The end of World War I was followed by a global depression that affected South Africa as well. Soon after the war, in 1918 and 1919, Black workers across economic sectors went on strike. In 1921 White workers, mainly in the coal and gold mines, went on strike. The reasons for the strike were a reduction of wages and the preference for cheaper Black Labour. This led to an increase in the employment of Black workers in positions previously held by white miners at reduced pay.
With strong organisational links to the newly formed South African Communist Party (SACP) under the leadership of W. H. Andrews and the South African Labour Party white miners went on strike on 28 December 1921. The strike became particularly intense in February 1922. At the time the government was led by General J. C. Smut's South African Party (SAP). The Government reacted to the strike with force, leaving 200 people dead, including many policemen and more 1000 injured. As the rebels had held a number of locations that had become their strongholds, government troops invaded these, and in some cases, used bombs to suppress the revolt. This was the case in Fordsburg south of Johannesburg, an area that had become a stronghold of the labour movement behind the strike.

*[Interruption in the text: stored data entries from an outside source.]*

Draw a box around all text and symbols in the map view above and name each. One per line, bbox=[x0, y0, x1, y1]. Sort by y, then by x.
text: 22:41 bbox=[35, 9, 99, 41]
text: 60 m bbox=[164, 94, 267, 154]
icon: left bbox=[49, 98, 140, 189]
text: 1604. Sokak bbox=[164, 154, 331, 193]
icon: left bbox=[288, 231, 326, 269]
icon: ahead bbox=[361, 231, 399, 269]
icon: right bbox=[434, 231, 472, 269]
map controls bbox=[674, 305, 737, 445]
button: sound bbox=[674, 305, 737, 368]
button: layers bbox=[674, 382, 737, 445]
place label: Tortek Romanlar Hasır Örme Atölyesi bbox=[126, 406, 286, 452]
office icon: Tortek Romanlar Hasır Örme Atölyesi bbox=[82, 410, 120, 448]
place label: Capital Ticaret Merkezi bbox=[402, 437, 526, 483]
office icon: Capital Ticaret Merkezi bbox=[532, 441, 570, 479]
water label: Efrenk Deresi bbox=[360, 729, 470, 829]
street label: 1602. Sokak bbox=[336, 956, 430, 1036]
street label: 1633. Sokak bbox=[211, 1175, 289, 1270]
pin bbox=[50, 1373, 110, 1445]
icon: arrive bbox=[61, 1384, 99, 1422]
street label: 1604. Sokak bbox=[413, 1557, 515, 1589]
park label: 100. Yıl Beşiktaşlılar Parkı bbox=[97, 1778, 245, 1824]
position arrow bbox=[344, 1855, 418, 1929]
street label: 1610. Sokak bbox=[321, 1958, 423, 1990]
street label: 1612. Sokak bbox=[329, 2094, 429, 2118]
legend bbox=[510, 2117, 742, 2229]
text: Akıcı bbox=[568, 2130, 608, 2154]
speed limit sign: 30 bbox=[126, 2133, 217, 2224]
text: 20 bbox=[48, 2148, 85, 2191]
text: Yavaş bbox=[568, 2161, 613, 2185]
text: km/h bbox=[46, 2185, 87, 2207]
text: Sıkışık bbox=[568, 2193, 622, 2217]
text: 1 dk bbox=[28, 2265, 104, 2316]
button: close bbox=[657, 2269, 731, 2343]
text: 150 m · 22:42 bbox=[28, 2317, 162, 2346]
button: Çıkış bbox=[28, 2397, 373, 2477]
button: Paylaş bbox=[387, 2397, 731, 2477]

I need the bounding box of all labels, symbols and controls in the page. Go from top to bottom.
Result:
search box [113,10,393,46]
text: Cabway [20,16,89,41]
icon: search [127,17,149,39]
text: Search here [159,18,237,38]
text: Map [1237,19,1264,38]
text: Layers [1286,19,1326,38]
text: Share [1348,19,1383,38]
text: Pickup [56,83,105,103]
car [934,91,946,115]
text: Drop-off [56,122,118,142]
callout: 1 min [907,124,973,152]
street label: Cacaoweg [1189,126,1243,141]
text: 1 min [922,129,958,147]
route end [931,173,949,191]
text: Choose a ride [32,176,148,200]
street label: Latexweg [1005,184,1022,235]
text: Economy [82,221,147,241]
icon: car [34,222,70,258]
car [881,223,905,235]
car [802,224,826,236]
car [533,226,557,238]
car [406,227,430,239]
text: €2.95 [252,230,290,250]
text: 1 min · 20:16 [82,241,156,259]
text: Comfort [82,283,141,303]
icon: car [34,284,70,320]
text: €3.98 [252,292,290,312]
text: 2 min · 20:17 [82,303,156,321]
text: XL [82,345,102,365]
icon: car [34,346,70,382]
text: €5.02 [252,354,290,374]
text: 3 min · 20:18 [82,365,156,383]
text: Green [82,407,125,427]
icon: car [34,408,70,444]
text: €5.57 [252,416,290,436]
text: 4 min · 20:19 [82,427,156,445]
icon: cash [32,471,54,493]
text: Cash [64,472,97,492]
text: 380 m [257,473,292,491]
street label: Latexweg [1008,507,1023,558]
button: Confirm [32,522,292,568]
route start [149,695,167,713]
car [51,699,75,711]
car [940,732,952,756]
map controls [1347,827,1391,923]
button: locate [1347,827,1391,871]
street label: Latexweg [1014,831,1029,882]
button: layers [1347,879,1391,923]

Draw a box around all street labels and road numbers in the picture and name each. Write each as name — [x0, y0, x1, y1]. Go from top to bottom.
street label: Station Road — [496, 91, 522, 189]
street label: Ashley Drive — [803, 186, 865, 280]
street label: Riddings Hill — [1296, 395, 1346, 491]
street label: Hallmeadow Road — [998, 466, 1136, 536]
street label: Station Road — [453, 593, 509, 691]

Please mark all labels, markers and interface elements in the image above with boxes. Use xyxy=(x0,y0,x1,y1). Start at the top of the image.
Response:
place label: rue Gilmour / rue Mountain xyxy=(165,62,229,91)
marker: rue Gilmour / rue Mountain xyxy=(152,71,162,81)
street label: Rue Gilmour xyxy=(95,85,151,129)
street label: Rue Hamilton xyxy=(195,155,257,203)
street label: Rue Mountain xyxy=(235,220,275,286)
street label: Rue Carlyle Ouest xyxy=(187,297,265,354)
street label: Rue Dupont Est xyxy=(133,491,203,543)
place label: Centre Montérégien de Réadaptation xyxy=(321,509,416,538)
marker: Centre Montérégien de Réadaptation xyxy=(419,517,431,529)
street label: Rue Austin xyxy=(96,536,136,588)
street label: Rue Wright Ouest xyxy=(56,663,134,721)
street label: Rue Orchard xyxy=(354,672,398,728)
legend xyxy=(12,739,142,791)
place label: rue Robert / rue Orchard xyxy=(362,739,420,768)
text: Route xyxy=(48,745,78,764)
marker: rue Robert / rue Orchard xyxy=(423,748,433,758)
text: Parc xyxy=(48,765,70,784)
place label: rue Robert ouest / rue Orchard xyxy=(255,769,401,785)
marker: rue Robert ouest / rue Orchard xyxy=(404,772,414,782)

One of the long term consequences of the strike was increased unpopularity of the Smuts government. As the strike occurred on the eve of the general election of 1923, it became of the causes of the defeat of the Smuts government in that election. There is no doubt that the strike led to the growth of support for the Labour Party under the leadership of Colonel Creswell, which was considered an ally of the Labour Movement and General J. B. M. Hertzog's National Party, which enjoyed a great deal of support among the poor whites, particularly the Afrikaner. In the subsequent elections a Pact government of the Labour Party and the National Party came into office, lasting until the next election in 1929.